** Opening Data listing block **

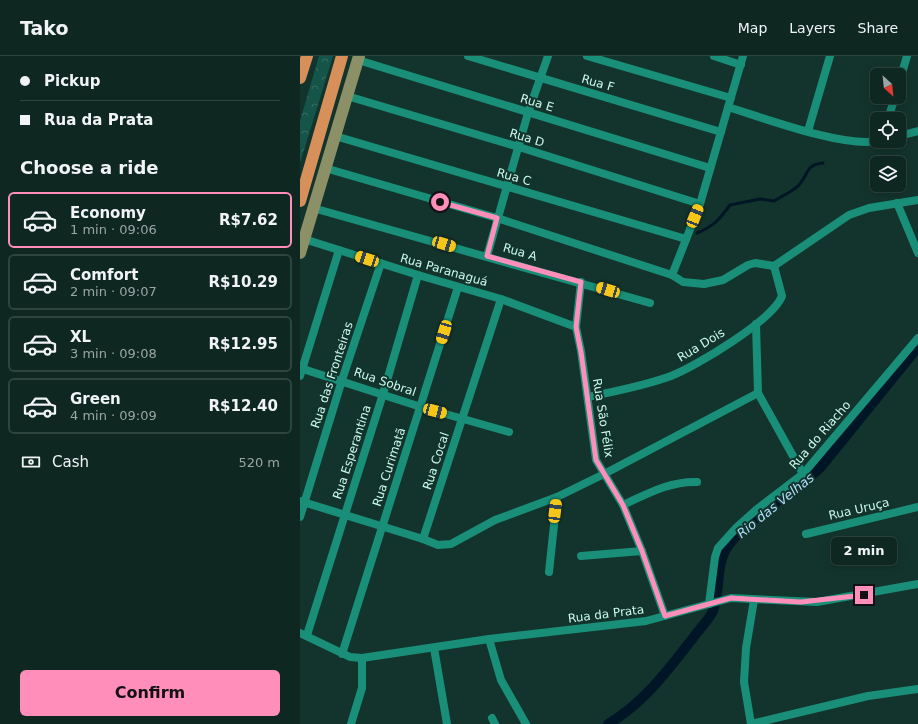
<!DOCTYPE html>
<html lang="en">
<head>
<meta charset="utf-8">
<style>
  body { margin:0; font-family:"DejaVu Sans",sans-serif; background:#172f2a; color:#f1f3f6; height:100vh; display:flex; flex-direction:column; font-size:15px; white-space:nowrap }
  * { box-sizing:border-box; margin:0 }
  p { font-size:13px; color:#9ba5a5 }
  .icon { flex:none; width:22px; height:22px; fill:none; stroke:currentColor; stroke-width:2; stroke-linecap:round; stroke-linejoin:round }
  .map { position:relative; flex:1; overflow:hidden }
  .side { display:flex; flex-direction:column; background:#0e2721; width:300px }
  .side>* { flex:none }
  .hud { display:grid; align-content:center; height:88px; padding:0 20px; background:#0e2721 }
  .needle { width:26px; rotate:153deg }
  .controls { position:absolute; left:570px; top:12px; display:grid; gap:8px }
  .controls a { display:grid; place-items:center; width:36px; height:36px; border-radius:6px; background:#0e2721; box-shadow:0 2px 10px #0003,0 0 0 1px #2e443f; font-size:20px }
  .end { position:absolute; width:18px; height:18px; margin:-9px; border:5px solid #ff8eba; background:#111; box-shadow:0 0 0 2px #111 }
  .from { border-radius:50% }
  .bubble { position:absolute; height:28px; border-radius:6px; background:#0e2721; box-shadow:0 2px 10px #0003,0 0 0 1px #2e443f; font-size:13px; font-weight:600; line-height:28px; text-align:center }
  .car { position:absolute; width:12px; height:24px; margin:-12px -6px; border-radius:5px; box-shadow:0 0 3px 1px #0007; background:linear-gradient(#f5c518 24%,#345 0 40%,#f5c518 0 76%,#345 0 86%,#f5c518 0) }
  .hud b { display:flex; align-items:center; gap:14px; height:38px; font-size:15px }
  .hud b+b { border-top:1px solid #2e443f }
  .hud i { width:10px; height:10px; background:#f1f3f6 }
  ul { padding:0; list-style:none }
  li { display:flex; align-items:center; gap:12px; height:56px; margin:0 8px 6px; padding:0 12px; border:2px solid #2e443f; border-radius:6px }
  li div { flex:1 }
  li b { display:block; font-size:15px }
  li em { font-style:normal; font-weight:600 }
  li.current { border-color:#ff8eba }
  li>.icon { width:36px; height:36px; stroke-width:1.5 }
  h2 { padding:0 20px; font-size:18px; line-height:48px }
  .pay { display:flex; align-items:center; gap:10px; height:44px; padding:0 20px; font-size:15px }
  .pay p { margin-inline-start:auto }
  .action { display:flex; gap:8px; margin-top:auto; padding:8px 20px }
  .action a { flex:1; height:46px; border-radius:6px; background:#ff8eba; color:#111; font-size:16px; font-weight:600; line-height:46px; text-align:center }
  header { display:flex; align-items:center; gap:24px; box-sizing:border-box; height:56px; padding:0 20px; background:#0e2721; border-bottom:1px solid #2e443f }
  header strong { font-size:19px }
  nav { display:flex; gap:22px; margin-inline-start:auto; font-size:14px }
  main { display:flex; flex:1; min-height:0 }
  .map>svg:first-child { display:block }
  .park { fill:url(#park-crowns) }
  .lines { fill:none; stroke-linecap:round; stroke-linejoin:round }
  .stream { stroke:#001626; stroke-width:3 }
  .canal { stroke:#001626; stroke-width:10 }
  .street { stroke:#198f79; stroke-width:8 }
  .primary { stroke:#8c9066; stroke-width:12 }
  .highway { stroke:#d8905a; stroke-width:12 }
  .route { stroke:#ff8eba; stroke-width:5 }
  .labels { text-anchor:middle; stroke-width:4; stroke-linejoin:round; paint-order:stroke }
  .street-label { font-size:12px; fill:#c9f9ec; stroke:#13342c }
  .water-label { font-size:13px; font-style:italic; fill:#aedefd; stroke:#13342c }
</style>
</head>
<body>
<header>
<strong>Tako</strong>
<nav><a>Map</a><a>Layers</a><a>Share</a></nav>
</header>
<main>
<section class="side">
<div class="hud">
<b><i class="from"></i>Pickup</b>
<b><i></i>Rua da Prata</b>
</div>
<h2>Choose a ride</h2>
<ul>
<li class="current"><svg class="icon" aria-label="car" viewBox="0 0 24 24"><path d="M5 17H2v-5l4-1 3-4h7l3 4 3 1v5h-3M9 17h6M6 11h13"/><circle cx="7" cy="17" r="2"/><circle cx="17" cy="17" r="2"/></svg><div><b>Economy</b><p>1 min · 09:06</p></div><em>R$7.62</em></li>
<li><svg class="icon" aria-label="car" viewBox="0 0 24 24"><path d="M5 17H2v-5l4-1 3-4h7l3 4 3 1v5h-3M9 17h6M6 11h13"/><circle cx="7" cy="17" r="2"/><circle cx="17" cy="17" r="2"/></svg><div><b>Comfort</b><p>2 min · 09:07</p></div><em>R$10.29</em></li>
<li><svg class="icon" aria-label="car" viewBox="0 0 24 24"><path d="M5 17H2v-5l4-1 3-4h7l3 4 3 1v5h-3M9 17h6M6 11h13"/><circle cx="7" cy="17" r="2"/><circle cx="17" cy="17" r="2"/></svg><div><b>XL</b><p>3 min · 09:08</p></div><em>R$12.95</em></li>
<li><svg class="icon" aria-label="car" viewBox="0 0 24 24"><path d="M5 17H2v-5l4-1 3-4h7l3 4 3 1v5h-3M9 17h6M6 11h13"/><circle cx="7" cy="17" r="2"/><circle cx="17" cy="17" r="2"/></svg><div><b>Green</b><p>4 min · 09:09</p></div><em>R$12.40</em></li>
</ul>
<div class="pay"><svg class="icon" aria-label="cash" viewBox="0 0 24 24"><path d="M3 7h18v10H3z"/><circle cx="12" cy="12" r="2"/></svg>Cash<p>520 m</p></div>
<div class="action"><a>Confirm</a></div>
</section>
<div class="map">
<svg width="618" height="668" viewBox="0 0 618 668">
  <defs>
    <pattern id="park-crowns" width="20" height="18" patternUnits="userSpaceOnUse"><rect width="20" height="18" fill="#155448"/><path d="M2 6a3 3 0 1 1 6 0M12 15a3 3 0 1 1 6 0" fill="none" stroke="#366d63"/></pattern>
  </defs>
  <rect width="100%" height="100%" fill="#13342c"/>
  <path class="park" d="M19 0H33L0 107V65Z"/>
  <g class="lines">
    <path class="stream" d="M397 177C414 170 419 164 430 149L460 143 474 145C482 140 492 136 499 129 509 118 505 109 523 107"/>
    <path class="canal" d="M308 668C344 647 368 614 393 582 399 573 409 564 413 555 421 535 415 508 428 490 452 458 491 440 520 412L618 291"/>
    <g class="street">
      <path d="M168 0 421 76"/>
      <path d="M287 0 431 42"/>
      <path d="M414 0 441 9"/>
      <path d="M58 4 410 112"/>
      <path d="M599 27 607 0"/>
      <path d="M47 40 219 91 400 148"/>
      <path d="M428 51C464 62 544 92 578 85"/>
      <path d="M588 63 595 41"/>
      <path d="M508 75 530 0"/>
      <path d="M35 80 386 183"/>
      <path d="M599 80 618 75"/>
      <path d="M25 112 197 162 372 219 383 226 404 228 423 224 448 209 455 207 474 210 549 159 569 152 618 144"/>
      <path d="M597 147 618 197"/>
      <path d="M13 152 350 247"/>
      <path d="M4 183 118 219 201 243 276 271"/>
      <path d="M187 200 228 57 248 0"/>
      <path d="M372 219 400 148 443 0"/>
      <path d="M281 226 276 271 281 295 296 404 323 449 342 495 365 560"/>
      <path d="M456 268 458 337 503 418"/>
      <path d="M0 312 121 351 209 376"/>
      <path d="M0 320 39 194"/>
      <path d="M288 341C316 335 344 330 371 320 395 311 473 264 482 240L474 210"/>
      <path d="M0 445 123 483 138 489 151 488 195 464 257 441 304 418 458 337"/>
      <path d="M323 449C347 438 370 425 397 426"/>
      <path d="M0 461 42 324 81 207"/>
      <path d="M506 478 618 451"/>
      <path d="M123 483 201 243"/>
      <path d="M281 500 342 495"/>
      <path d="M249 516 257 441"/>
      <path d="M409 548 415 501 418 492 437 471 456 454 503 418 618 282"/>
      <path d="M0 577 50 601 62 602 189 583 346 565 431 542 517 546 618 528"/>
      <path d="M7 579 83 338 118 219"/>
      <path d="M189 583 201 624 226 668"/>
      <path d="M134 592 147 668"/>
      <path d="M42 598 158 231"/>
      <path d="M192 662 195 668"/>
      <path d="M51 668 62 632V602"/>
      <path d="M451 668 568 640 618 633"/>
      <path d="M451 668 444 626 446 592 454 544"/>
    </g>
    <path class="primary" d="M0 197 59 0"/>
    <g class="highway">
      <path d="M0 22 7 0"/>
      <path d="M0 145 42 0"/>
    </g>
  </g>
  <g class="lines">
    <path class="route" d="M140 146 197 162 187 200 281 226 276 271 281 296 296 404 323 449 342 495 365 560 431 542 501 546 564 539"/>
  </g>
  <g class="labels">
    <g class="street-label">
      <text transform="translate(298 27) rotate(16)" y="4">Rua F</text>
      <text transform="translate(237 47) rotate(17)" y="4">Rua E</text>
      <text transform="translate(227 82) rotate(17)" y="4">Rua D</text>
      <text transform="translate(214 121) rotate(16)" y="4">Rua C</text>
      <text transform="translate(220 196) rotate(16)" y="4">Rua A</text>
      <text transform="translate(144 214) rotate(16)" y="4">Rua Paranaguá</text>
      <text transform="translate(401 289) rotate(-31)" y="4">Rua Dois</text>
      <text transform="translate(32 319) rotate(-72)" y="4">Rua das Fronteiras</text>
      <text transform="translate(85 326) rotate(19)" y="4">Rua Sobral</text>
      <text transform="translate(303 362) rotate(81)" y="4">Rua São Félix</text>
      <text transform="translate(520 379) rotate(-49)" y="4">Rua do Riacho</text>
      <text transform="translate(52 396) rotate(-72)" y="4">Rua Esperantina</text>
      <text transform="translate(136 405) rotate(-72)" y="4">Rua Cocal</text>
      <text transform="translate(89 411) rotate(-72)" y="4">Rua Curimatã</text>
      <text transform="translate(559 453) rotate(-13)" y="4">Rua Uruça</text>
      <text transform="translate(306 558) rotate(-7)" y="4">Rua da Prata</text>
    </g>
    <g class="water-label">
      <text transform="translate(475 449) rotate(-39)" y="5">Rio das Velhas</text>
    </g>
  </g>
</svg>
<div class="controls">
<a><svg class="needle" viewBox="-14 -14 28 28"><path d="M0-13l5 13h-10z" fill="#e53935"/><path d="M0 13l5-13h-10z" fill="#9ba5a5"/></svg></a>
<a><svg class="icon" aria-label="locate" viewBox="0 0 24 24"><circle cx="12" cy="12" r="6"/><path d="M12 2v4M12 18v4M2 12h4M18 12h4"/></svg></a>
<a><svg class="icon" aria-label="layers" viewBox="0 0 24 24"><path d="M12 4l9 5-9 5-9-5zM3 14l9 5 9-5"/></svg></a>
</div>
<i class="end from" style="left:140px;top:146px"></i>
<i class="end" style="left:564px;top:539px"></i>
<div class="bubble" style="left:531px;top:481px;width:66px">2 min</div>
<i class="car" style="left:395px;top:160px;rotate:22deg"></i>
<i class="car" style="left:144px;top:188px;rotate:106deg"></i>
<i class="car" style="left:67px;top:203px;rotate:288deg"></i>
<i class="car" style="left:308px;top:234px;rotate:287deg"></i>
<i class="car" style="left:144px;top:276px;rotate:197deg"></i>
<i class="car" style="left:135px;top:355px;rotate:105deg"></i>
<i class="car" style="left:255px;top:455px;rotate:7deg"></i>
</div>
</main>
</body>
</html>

** Closing Data listing block **

From the data above, output only the lines between the line containing "display:flex; align-items:center; gap:14px;" and the line containing "padding:0 20px; font-size:18px;", inclusive, exactly as written.

  .hud b { display:flex; align-items:center; gap:14px; height:38px; font-size:15px }
  .hud b+b { border-top:1px solid #2e443f }
  .hud i { width:10px; height:10px; background:#f1f3f6 }
  ul { padding:0; list-style:none }
  li { display:flex; align-items:center; gap:12px; height:56px; margin:0 8px 6px; padding:0 12px; border:2px solid #2e443f; border-radius:6px }
  li div { flex:1 }
  li b { display:block; font-size:15px }
  li em { font-style:normal; font-weight:600 }
  li.current { border-color:#ff8eba }
  li>.icon { width:36px; height:36px; stroke-width:1.5 }
  h2 { padding:0 20px; font-size:18px; line-height:48px }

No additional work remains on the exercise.